*About this task*
For the material below, count the lines containing "canvas" and reply with the number alone.

┌──

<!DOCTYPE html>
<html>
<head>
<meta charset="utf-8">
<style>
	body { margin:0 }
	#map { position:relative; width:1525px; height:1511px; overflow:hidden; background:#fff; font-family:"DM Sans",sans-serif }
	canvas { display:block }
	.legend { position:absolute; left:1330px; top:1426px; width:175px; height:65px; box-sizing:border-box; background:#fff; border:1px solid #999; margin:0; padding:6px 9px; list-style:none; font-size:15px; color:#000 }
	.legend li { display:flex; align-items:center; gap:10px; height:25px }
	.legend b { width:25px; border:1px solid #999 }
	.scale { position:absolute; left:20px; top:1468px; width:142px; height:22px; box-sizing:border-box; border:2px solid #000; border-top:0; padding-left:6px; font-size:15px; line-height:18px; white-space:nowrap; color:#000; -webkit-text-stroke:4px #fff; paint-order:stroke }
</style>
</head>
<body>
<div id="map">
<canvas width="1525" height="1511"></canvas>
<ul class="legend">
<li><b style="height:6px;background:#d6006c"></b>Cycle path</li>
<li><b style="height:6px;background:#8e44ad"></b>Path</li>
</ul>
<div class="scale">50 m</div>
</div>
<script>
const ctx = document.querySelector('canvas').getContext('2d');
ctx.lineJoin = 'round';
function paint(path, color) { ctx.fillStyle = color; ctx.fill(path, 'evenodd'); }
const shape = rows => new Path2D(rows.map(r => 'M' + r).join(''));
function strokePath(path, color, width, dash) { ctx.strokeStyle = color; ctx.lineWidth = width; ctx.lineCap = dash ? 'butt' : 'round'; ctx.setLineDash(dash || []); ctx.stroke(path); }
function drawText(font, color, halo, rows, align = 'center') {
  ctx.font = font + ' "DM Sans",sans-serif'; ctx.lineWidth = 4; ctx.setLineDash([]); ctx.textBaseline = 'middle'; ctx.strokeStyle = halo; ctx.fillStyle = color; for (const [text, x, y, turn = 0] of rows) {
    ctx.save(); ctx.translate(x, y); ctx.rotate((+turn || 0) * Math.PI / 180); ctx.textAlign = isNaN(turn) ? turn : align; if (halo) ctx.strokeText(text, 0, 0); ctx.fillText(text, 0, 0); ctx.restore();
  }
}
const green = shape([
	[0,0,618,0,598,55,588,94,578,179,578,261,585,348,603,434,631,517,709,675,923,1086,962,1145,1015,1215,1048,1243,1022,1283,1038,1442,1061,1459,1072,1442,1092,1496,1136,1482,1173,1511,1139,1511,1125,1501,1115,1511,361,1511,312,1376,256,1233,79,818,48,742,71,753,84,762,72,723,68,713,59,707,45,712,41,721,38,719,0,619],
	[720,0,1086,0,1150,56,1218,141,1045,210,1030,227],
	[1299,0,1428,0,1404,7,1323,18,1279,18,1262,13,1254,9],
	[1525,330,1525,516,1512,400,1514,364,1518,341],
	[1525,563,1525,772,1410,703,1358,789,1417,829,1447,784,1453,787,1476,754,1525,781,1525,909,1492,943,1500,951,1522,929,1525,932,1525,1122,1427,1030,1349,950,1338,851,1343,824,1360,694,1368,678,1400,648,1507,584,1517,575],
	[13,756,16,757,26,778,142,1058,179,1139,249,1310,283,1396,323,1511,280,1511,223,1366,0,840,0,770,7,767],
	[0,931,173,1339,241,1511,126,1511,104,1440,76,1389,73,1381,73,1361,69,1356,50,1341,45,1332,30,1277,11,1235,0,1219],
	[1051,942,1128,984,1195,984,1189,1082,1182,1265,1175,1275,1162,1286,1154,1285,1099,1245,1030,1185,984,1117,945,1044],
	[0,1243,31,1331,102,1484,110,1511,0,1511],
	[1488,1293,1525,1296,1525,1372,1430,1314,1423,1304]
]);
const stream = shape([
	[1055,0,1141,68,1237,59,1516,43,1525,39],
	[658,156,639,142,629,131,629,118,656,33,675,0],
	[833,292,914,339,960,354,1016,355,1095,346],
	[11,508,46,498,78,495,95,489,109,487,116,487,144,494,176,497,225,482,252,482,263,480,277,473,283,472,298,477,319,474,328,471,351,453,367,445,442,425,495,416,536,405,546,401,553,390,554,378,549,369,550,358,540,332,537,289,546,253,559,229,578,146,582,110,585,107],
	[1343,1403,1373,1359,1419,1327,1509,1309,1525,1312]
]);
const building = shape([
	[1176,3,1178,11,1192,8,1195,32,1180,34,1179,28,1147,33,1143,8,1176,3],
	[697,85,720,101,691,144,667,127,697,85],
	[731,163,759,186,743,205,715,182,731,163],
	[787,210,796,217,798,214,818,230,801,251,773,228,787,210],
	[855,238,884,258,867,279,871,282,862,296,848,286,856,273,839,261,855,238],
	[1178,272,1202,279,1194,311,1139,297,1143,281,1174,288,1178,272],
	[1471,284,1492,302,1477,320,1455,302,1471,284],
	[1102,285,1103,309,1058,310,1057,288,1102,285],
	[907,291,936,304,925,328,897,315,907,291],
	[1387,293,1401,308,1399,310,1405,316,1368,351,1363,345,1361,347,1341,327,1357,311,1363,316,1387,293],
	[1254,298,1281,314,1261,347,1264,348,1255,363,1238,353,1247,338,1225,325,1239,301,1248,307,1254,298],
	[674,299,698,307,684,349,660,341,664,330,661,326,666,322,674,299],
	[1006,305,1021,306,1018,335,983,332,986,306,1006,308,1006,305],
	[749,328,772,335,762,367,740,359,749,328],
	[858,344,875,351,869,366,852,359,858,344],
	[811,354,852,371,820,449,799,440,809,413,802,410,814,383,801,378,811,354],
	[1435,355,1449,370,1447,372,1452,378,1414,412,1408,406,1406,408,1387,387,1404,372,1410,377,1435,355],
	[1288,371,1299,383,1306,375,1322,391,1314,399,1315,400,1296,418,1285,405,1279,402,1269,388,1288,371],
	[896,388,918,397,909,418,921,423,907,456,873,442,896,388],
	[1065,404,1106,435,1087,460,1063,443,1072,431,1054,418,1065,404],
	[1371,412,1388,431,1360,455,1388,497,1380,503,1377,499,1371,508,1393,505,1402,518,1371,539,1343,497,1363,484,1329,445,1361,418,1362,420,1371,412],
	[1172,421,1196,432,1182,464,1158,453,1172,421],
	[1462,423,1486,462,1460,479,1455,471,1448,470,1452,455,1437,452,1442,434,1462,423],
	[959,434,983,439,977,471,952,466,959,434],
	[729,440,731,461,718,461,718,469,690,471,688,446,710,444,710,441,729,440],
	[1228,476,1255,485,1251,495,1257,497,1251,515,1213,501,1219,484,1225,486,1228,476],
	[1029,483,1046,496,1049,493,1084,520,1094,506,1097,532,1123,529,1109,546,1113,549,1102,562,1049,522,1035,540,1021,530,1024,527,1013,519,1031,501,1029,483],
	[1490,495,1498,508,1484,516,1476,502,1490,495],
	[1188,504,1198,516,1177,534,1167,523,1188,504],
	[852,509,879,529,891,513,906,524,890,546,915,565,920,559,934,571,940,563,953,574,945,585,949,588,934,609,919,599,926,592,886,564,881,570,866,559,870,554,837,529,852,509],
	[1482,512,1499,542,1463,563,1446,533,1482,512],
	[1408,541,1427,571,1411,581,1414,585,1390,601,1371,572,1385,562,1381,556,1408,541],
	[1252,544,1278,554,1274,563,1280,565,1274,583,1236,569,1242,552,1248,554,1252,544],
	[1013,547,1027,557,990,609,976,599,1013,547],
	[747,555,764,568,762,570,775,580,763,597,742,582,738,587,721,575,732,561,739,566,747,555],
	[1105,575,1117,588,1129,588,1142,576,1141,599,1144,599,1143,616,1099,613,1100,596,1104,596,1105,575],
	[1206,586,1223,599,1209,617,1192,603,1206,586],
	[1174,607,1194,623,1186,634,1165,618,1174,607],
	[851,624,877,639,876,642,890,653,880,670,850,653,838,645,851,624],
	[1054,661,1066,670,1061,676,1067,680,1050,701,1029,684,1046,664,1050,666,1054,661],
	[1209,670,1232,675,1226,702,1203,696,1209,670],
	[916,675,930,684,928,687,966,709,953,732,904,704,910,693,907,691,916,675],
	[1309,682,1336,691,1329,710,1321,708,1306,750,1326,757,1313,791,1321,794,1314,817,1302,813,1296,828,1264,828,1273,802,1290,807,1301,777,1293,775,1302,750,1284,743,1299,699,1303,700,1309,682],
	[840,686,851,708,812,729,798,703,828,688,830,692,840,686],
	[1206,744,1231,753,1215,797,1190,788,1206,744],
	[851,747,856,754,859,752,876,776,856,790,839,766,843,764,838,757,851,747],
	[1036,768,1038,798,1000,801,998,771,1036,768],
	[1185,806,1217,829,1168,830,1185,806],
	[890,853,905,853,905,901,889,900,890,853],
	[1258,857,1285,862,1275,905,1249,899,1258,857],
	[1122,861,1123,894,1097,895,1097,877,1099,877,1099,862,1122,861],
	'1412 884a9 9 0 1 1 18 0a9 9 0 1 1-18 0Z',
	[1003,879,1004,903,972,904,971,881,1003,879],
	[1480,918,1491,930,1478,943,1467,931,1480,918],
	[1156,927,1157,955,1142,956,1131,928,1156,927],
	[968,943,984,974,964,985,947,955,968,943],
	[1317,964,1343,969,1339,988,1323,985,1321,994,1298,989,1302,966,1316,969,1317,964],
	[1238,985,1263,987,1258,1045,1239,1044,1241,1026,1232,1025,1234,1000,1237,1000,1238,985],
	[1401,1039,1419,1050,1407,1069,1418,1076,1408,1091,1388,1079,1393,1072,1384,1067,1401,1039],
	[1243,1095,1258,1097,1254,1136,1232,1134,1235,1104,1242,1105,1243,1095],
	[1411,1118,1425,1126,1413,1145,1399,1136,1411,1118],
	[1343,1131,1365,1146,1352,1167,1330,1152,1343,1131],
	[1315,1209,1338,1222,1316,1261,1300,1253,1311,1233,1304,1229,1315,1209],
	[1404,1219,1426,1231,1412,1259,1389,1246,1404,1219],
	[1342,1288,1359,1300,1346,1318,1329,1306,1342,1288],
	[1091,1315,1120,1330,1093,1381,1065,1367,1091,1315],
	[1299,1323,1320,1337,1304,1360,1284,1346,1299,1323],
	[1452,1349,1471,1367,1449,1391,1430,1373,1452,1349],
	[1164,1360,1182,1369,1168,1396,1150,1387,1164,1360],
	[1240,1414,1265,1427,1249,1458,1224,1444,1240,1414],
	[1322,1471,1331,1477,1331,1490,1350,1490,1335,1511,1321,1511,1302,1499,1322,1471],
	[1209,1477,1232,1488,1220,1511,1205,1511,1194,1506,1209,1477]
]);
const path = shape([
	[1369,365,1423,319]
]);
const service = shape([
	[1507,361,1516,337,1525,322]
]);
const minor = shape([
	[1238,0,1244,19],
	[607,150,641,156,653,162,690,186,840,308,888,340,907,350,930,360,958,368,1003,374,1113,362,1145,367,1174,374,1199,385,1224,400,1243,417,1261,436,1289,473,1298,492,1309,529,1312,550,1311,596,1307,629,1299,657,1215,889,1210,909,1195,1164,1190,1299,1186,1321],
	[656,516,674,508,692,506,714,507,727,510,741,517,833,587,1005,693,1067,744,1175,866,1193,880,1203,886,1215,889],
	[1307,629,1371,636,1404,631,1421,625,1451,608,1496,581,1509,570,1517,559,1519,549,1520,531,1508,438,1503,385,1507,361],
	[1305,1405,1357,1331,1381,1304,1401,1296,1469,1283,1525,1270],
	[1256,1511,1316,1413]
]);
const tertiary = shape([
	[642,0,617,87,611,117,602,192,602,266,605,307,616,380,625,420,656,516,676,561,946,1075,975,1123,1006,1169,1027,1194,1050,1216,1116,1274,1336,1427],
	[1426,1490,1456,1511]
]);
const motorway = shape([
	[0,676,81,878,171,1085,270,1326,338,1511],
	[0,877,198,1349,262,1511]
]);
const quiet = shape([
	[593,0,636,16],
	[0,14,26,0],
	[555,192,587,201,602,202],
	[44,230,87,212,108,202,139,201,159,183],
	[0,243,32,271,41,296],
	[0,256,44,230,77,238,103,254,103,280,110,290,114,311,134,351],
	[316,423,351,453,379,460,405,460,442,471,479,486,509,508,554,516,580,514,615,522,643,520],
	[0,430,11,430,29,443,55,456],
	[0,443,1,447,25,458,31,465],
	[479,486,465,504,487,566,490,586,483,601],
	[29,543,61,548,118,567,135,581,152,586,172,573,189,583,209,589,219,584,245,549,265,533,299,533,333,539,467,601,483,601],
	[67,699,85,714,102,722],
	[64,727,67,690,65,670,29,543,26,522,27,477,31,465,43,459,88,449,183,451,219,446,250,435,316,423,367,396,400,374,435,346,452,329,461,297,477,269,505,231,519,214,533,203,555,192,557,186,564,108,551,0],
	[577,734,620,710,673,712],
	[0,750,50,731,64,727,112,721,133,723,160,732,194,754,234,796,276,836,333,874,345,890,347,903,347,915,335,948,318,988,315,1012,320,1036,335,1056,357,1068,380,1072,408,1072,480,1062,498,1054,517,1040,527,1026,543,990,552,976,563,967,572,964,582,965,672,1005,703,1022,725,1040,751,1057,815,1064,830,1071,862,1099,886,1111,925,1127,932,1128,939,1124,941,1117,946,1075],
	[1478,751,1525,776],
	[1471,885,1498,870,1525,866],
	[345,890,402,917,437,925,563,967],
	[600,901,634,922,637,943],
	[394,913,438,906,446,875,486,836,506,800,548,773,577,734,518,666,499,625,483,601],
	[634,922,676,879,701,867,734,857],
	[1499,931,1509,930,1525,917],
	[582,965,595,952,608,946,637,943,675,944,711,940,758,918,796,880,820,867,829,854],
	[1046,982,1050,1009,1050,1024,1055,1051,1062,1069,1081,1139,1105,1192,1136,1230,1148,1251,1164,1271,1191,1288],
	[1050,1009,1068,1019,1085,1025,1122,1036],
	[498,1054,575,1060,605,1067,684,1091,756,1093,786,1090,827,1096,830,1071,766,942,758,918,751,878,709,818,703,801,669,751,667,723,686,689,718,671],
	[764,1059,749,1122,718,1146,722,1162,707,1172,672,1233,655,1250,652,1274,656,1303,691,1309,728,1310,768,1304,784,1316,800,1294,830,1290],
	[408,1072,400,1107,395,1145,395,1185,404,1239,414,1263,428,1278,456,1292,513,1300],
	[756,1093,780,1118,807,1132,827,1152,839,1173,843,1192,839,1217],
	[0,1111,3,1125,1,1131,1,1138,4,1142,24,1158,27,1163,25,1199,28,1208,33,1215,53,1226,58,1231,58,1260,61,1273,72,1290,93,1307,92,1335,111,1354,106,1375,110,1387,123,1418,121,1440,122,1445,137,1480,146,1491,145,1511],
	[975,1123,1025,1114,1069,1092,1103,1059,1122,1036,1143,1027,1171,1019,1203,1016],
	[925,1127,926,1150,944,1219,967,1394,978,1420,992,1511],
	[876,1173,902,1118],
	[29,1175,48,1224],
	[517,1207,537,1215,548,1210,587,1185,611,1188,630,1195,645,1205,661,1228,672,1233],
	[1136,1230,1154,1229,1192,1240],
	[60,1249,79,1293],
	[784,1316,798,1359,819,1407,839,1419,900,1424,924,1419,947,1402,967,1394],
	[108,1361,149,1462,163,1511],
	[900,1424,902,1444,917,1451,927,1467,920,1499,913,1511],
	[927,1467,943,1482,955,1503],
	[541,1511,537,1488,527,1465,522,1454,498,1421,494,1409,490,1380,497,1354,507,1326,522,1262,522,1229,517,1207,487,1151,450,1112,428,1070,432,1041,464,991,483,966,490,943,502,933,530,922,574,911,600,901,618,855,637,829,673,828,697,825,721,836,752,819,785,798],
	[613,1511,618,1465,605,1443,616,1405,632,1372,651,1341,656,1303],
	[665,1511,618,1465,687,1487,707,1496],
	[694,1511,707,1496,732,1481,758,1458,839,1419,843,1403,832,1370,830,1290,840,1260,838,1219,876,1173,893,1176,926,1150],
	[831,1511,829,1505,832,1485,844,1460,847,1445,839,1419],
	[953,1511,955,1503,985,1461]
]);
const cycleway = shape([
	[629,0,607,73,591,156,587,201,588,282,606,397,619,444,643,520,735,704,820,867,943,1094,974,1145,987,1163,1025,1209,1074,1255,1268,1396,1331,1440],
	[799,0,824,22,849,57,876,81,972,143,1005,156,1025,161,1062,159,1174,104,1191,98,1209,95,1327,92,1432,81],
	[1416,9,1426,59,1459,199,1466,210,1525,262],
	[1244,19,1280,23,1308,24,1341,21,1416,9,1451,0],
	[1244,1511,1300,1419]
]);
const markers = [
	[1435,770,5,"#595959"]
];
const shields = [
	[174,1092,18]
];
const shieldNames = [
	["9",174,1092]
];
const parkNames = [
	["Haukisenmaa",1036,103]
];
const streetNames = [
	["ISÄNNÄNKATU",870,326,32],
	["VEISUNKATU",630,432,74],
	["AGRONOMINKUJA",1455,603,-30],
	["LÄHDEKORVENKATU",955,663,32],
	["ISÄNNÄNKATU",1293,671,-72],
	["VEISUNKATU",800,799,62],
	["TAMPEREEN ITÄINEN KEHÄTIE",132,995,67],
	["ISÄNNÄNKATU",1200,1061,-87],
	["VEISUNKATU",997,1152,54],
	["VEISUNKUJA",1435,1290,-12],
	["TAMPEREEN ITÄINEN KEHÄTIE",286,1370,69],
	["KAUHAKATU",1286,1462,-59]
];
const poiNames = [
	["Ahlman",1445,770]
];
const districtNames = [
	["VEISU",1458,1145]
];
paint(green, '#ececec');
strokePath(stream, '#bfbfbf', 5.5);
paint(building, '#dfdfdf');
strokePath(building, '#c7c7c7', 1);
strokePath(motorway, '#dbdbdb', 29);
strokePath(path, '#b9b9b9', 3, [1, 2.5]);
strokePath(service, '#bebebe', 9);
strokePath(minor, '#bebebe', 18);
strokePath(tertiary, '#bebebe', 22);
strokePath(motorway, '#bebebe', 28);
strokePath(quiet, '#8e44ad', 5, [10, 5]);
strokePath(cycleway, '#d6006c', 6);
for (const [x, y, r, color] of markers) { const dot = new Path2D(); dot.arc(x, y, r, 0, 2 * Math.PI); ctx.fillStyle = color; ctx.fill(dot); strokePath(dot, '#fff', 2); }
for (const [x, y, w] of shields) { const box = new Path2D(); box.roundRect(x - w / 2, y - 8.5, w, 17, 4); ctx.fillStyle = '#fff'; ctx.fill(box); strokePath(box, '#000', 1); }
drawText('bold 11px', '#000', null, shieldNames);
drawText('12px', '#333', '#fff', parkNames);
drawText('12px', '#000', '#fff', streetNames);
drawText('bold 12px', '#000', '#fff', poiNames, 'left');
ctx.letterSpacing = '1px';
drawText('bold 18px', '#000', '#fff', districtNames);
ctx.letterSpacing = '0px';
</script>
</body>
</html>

└──

*Exercise result*
3